Tutto ciò che appartiene al  “maschile”  è Yang: il sole, la luce, il caldo, il giorno, l’attività, il salato, socialità.

 

Al contrario, tutto ciò che è “femminile” è  Yin: la luna, il buio, il freddo, la notte, il riposo, il dolce, il sesso.

 

Queste due energie sono costantemente legate dal continuo ed incessante alternarsi, e non potrebbe esistere l’una senza l’altra.
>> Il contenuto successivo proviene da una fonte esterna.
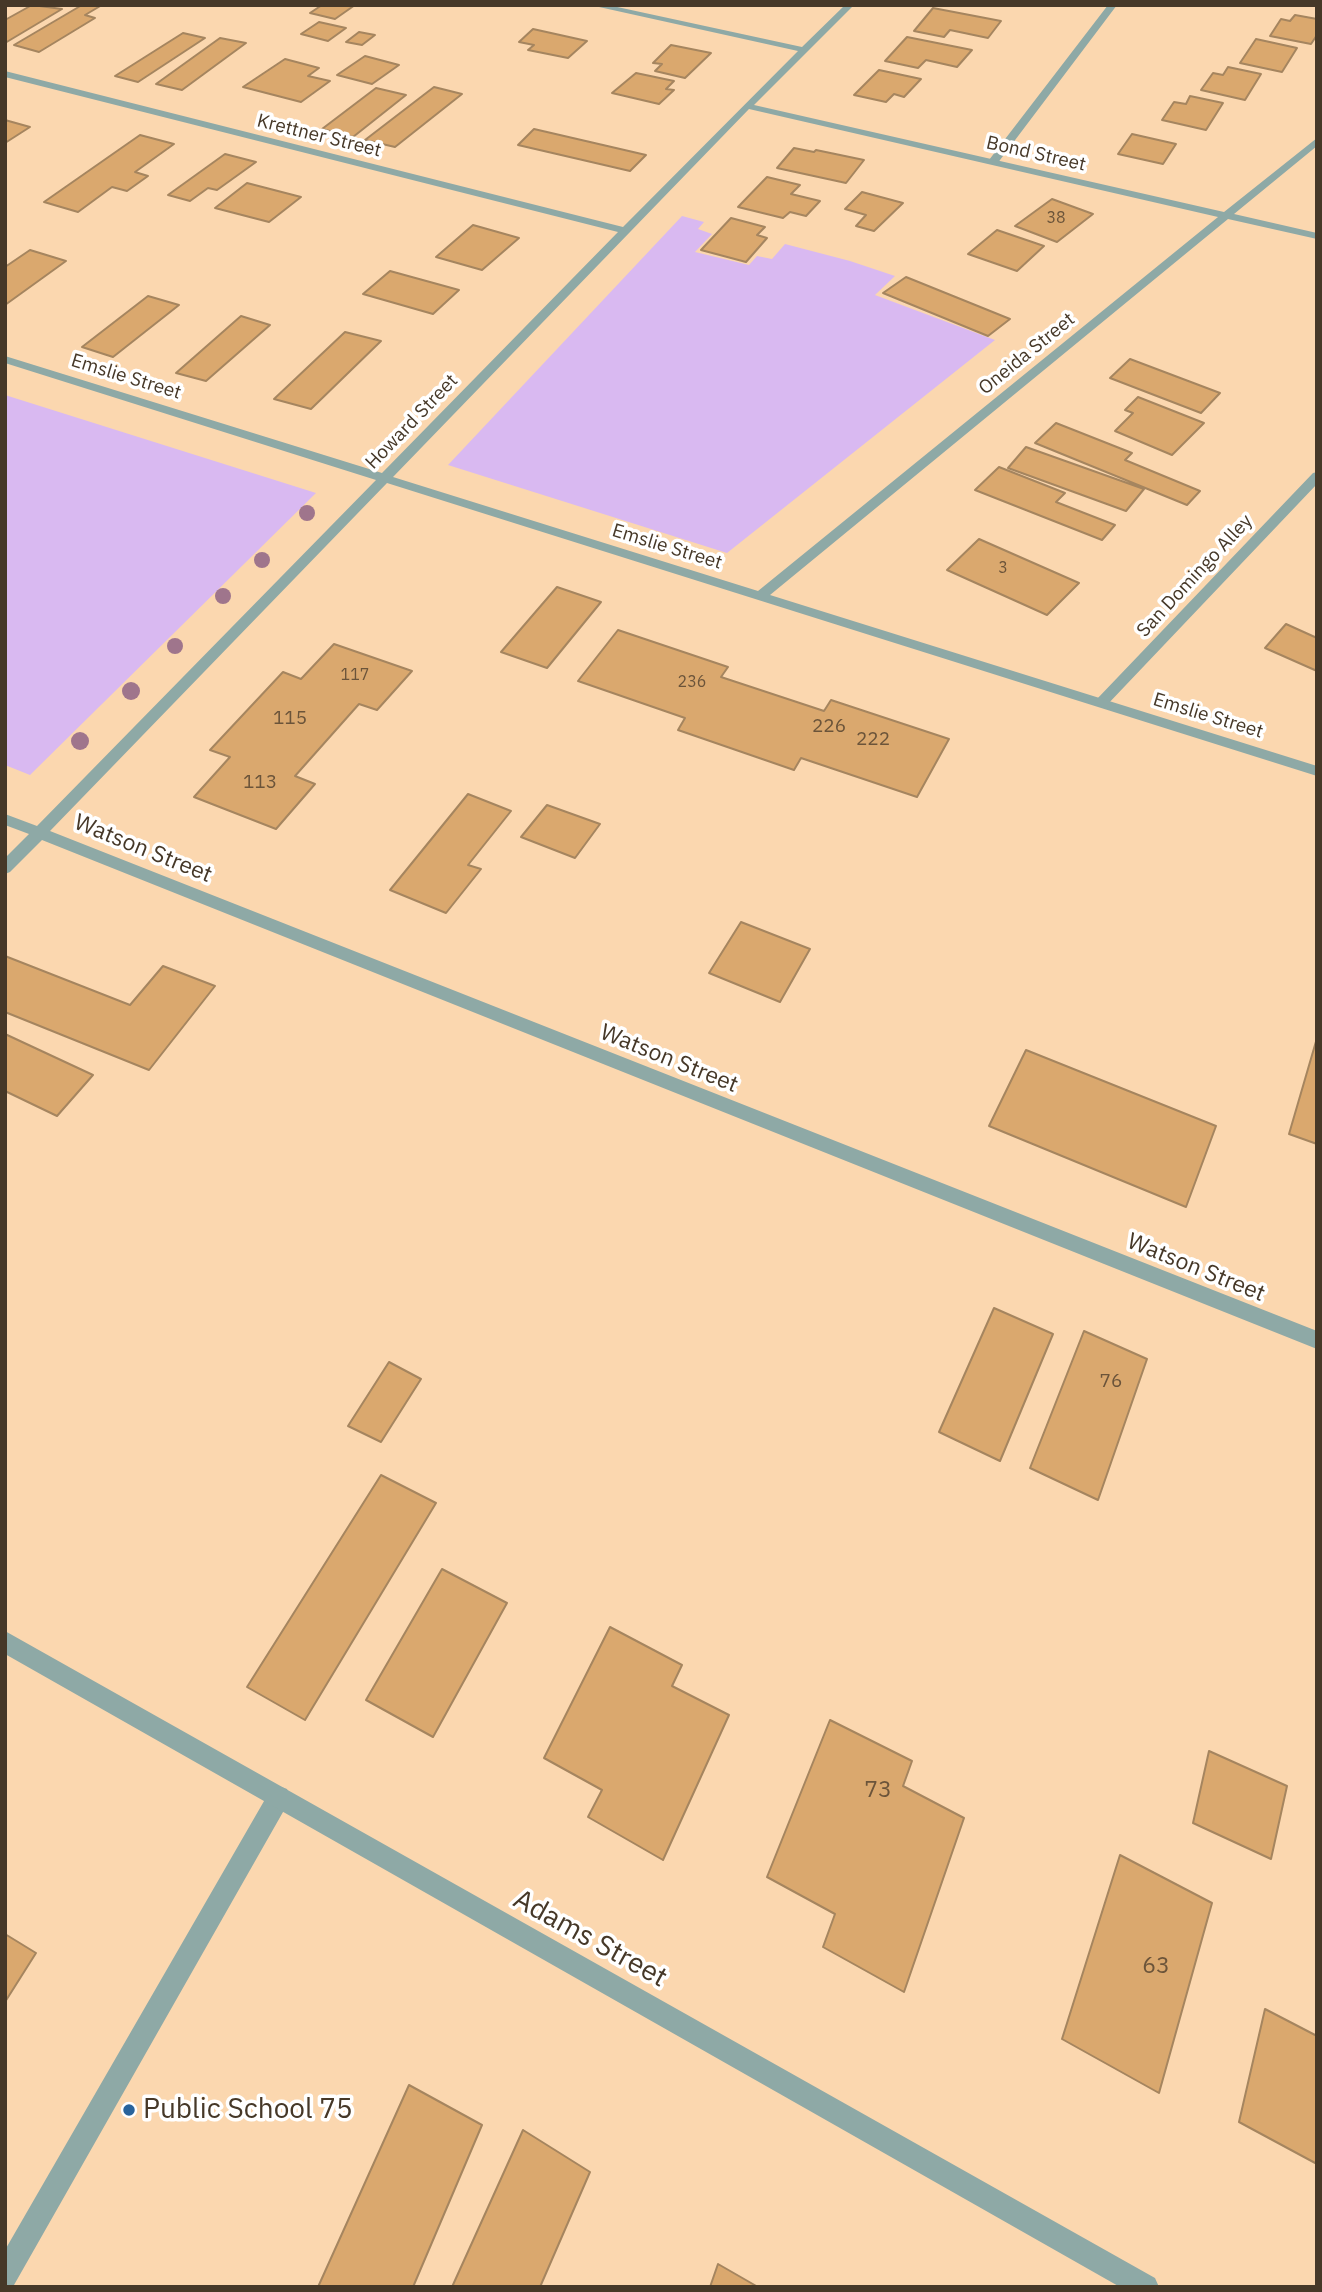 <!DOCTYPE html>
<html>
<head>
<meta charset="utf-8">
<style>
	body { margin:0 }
	#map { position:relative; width:1322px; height:2292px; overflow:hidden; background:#fbd7af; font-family:"IBM Plex Sans",sans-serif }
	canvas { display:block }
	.frame { position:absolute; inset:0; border:7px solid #463828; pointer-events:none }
</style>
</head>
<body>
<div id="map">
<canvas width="1322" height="2292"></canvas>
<div class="frame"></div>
</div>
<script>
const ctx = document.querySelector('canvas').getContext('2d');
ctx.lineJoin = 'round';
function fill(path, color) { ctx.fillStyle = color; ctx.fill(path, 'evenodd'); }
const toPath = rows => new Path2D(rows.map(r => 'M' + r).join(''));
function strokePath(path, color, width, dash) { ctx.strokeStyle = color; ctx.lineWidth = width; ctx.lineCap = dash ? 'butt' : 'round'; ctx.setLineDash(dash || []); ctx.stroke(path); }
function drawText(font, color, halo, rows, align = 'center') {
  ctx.font = font + ' "IBM Plex Sans",sans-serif'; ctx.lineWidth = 7; ctx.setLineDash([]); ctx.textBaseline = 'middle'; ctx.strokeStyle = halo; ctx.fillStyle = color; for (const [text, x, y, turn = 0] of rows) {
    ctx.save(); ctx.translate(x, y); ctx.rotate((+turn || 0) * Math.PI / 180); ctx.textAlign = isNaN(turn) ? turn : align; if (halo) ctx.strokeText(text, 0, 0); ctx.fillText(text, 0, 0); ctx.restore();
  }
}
fill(toPath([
	[682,216,704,222,698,229,712,234,695,252,749,265,757,256,772,259,785,244,850,261,895,276,875,295,995,340,727,553,448,465],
	[5,395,316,493,30,775,5,765]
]), '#d9b9f1');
const building = toPath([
	[32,5,62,9,5,43,5,20,32,5],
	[82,5,102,5,85,15,95,18,39,52,14,45,82,5],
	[322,5,355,5,335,19,310,13,322,5],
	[933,8,1001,21,988,38,950,30,944,37,914,31,933,8],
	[1295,15,1317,19,1317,35,1311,44,1270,36,1281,19,1290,21,1295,15],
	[319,22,346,28,328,41,301,34,319,22],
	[533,29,587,41,568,58,528,50,534,45,519,42,533,29],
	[359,32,375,35,362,45,346,42,359,32],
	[183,33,205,38,138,82,115,76,183,33],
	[907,37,972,50,957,67,926,60,918,68,885,61,907,37],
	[220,38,246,43,182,90,156,84,220,38],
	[1256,39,1297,48,1282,72,1240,63,1256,39],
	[671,45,711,53,685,78,655,71,662,64,653,63,671,45],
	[365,56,399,65,372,84,337,75,365,56],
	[285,59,319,68,308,76,330,81,301,102,243,87,285,59],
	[1228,67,1261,74,1245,100,1201,90,1213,73,1223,75,1228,67],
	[879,70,921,79,904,97,894,94,886,102,854,95,879,70],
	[636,73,674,81,666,89,674,90,659,104,612,93,636,73],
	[434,87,462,94,395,147,365,140,434,87],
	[376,88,406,95,353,137,322,129,376,88],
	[1190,96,1223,103,1206,130,1162,120,1174,102,1186,104,1190,96],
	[5,120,30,127,5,143,5,120],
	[534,129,646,155,630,171,518,145,534,129],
	[1132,134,1176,144,1163,164,1118,154,1132,134],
	[140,135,174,144,135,172,148,176,127,191,112,187,78,212,44,202,140,135],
	[794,148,814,152,816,150,864,160,846,183,777,168,794,148],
	[225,154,256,162,217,190,208,188,190,201,168,195,225,154],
	[767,177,800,185,791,194,820,201,806,216,790,212,783,218,738,207,767,177],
	[247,183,301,197,269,222,215,208,247,183],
	[862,192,903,203,874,231,856,226,866,215,845,209,862,192],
	[1052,199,1093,214,1057,242,1015,226,1052,199],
	[731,218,765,227,757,235,767,238,746,262,701,250,731,218],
	[473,225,519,238,482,270,436,257,473,225],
	[997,230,1044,246,1017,271,968,254,997,230],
	[30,250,66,261,5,305,5,267,30,250],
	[390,271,459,290,433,314,363,294,390,271],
	[906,277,1010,319,988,336,883,293,906,277],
	[148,296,179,305,113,357,82,347,148,296],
	[241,316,270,325,206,381,176,373,241,316],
	[345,332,381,341,311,409,274,399,345,332],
	[1130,359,1220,393,1201,413,1110,378,1130,359],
	[1138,397,1204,423,1172,455,1115,431,1133,413,1125,410,1138,397],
	[1056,423,1132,453,1125,460,1200,491,1187,505,1035,443,1056,423],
	[1026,447,1144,489,1126,511,1008,468,1026,447],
	[999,467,1065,493,1056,502,1115,525,1102,540,975,490,999,467],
	[979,539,1079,583,1047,615,947,570,979,539],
	[557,587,601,602,547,668,501,652,557,587],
	[1286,624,1317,638,1317,671,1265,648,1286,624],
	[618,630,728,667,721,677,824,711,831,700,949,739,917,797,801,758,794,770,678,730,685,718,578,681,618,630],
	[334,644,412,671,377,710,359,704,295,776,315,784,276,829,194,797,230,757,210,750,283,672,301,679,334,644],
	[468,794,511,811,468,865,481,869,446,913,390,890,468,794],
	[547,805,600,824,575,858,521,837,547,805],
	[741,922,810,949,780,1002,709,973,741,922],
	[5,956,130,1005,163,966,215,986,149,1070,5,1012,5,956],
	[5,1034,93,1075,57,1116,5,1091,5,1034],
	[1317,1038,1317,1144,1289,1134,1317,1038],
	[1026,1050,1216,1126,1186,1207,989,1126,1026,1050],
	[994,1308,1053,1334,1000,1461,939,1432,994,1308],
	[1084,1331,1147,1359,1098,1500,1030,1468,1084,1331],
	[389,1362,421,1379,381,1442,348,1426,389,1362],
	[381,1475,436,1503,305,1720,247,1687,381,1475],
	[442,1569,507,1603,433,1737,366,1700,442,1569],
	[610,1627,682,1665,672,1686,729,1715,663,1860,588,1817,602,1790,544,1758,610,1627],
	[830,1720,912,1761,903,1786,964,1818,904,1992,823,1947,835,1914,767,1877,830,1720],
	[1209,1751,1287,1786,1271,1859,1193,1823,1209,1751],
	[1120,1855,1212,1903,1159,2093,1062,2039,1120,1855],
	[5,1934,36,1953,5,2002,5,1934],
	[1265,2009,1317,2036,1317,2164,1239,2122,1265,2009],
	[409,2085,482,2125,413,2287,318,2287,409,2085],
	[523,2130,590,2172,540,2287,452,2287,523,2130],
	[718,2264,758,2287,710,2287,718,2264]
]);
fill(building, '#daa86e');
strokePath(building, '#a5855f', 2);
fill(toPath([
	[1108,5,1117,5,997,164,989,164,989,160,1108,5],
	[1317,472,1317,484,1106,706,1096,706,1096,700,1313,473,1317,472],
	[279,1786,287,1789,290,1797,287,1805,14,2285,5,2287,5,2250,271,1789,279,1786]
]), '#8ea9a6');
fill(toPath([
	[590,5,608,5,802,47,845,5,854,5,754,105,1224,212,1317,138,1317,146,1234,214,1317,233,1317,239,1228,219,770,595,1317,766,1317,776,387,483,50,831,1317,1331,1317,1349,42,840,10,872,5,874,5,858,29,834,5,825,5,814,37,826,376,480,5,363,5,356,382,473,618,232,5,77,5,71,623,227,798,51,590,5],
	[749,109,1218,217,758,591,393,477,749,109],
	[5,1631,1155,2278,1159,2287,1120,2287,5,1654,5,1631]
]), '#8ea9a6');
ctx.fillStyle = '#9f758c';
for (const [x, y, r] of [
	[307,513,8],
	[262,560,8],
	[223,596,8],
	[175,646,8],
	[131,691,9],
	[80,741,9]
]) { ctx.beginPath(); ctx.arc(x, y, r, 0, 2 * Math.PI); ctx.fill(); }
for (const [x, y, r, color] of [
	[129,2110,7,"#29639b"]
]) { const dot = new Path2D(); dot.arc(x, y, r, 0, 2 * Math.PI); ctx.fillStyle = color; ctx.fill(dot); strokePath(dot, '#fff', 2.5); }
drawText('16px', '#6b543a', null, [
	["38",1056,218],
	["3",1003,568],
	["117",355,675],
	["236",692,682]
]);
drawText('19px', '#463828', '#fff', [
	["Krettner Street",319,136,14],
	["Bond Street",1036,154,13],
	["Oneida Street",1027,354,-39],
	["Emslie Street",126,377,17],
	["Howard Street",412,422,-46],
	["Emslie Street",667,547,17],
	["San Domingo Alley",1195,576,-47],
	["Emslie Street",1208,716,17]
]);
drawText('19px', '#6b543a', null, [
	["115",290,719],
	["226",829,727],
	["222",873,740],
	["113",260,783],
	["76",1111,1382]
]);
drawText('23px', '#463828', '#fff', [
	["Watson Street",143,849,22],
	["Watson Street",669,1059,22],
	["Watson Street",1196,1268,22]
]);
drawText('23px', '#6b543a', null, [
	["73",878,1790],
	["63",1156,1966]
]);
drawText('28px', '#463828', '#fff', [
	["Adams Street",590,1939,29]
]);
drawText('28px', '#463828', '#fff', [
	["Public School 75",143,2110]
], 'left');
</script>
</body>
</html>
Nessuna delle due è esclusivamente Yin o Yang, perché ciascuna contiene al suo interno il seme dell’altra: il giorno, Yang, nasce e cresce fino al suo massimo, mezzogiorno, da quel momento il seme Yin comincia a germogliare e via, via arriva la notte che a mezzanotte è l’Yin più alto, e di nuovo il seme Yang in esso contenuto, ricomincia a portare il giorno…e così, senza sosta in eterno, come vuole il Tao.

 

Per il pensiero taoista, noi siamo l’Universo e l’Universo è noi: il feng shui determina le condizioni che consentono all’Uomo di vivere in armonia con queste due forze.

 

La scelta del luogo dove costruire un edificio è basata proprio sulla ricerca della presenza armonica di Yin-Yang.

 

Armonia che non significa assenza di conflitto, che porterebbe la “morte”, bensì scambio continuo ed incessante di energia che pulsa alternativamente dall’uno all’altro, generando la “vitalità” e quindi il”Ch’i”, l’energia vitale nel suo “spazio vitale”.

 

La casa, simbolo del microcosmo dell’Uomo e ponte con il Cosmo, contiene al suo interno le due forze in perfetta armonia tra loro proprio perché l’Uomo è l’Universo, e quando non lo fossero, il feng shui è in grado di individuare quali siano le condizioni disarmoniche e quali rimedi attuare affinché torni l’armonia.